### [GIVEN ENTRIES]
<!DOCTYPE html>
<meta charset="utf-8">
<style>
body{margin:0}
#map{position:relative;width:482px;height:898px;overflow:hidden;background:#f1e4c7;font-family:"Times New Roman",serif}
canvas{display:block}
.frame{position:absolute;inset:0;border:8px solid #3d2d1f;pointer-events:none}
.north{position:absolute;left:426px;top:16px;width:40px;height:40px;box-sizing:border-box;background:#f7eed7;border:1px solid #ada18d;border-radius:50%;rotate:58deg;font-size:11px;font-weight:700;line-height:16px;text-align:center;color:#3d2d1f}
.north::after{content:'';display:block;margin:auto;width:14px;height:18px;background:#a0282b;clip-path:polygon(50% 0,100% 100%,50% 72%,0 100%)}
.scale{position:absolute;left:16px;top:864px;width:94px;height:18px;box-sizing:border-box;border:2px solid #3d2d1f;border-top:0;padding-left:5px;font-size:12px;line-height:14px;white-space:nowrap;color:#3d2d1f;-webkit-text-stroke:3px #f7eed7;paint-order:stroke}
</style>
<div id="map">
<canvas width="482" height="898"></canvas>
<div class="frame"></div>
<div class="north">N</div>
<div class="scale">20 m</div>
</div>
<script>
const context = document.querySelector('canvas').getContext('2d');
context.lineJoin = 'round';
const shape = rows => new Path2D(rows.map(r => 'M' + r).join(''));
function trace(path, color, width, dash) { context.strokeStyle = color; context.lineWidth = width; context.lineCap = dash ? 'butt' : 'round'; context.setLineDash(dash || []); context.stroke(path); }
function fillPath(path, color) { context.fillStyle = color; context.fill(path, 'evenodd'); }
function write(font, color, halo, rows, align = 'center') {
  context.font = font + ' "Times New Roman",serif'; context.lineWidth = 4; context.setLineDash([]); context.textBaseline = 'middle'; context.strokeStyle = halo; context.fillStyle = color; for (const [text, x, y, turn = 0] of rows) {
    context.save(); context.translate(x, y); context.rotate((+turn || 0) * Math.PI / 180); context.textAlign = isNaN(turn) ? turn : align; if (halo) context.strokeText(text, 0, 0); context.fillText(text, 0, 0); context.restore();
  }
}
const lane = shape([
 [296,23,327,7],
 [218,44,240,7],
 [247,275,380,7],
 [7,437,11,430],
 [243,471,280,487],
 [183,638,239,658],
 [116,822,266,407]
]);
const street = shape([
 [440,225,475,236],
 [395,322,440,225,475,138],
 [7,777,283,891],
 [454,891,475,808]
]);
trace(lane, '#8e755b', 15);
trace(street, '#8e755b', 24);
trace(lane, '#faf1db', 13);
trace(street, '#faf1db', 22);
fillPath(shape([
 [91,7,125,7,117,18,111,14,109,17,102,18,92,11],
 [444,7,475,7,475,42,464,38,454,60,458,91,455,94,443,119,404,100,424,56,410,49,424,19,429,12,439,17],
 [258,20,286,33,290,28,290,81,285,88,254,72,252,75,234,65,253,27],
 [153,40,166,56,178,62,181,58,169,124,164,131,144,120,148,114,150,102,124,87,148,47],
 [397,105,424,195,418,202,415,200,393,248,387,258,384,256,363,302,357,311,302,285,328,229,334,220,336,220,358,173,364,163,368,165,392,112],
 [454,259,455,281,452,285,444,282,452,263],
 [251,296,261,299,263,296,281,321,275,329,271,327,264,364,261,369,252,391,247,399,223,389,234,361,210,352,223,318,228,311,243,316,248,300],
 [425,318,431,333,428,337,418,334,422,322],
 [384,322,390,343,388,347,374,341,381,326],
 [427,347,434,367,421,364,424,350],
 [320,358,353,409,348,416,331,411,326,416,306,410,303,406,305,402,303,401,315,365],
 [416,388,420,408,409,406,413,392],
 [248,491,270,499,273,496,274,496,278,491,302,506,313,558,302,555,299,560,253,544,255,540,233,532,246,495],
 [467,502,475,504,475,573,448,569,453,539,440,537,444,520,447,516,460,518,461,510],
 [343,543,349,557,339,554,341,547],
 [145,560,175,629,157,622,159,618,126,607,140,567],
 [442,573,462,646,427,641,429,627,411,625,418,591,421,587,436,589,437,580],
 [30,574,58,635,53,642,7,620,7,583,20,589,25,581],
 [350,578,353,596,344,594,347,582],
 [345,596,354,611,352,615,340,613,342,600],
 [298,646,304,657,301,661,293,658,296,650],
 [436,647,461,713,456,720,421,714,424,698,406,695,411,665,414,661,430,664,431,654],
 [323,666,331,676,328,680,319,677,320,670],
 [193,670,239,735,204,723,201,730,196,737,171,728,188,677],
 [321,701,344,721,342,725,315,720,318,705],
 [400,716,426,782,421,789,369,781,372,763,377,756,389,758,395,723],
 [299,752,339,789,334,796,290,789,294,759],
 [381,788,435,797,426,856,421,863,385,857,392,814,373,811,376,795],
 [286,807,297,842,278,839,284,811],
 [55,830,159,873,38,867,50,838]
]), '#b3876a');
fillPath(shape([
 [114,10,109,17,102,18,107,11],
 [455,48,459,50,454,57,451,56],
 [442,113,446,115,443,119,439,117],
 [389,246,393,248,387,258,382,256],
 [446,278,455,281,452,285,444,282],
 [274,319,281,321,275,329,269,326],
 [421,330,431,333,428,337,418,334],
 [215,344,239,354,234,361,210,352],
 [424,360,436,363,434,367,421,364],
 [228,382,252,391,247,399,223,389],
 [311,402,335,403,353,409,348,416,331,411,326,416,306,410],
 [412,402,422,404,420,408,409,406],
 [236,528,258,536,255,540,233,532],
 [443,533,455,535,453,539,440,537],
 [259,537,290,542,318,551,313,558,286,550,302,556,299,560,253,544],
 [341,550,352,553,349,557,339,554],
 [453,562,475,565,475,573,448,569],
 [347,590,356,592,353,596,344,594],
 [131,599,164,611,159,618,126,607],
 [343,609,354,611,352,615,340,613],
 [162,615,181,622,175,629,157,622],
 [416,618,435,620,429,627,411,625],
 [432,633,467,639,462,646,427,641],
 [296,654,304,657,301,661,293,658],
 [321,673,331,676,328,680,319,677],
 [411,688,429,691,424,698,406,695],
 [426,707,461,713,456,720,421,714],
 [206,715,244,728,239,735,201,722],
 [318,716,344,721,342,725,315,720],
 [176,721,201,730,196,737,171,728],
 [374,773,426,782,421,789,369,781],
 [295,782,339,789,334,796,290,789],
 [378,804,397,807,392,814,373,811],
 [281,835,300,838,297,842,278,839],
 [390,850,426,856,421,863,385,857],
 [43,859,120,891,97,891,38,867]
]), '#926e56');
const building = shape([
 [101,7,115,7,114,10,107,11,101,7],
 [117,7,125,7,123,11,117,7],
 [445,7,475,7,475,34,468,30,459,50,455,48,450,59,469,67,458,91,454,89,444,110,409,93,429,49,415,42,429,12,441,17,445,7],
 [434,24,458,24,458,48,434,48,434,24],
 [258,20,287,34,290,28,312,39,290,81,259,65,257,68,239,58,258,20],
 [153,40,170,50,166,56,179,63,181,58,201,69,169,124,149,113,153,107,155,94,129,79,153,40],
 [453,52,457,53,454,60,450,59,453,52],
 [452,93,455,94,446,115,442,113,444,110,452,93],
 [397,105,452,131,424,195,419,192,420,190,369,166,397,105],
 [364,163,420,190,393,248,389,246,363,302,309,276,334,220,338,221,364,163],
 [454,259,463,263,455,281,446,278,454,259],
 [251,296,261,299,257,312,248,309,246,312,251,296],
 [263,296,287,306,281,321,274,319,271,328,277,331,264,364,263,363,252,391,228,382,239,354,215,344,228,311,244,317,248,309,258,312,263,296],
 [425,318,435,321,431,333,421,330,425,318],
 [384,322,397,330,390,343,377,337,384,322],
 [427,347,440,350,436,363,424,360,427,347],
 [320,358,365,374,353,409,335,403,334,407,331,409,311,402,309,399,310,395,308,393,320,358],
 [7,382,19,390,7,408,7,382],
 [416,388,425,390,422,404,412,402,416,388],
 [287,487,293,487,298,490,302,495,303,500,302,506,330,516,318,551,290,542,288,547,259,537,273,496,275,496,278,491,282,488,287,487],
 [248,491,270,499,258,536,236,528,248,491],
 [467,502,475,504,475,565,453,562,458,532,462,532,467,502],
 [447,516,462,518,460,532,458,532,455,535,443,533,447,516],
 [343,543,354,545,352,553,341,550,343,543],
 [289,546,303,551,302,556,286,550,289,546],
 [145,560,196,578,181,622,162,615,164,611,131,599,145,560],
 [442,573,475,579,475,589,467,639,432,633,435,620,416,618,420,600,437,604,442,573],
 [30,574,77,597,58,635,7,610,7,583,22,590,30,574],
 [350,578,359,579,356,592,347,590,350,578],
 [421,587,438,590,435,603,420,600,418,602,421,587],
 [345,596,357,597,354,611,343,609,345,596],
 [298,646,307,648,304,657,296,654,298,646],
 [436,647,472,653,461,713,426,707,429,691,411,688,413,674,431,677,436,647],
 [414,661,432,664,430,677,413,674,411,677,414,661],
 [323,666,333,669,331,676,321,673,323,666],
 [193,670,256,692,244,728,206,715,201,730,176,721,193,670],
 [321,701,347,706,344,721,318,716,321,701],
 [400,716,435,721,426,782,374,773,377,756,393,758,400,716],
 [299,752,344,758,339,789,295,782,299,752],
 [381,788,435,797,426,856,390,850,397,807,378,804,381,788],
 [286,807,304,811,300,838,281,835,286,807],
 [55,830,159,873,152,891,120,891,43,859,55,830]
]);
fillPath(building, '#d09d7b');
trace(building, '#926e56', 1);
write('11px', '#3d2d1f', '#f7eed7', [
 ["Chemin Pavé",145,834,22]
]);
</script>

### [WHAT YOU NEED TO DO]
Determine the count of lines that include the word "context" in the listing, and state nothing but that count.

### [ANSWER SPACE]
6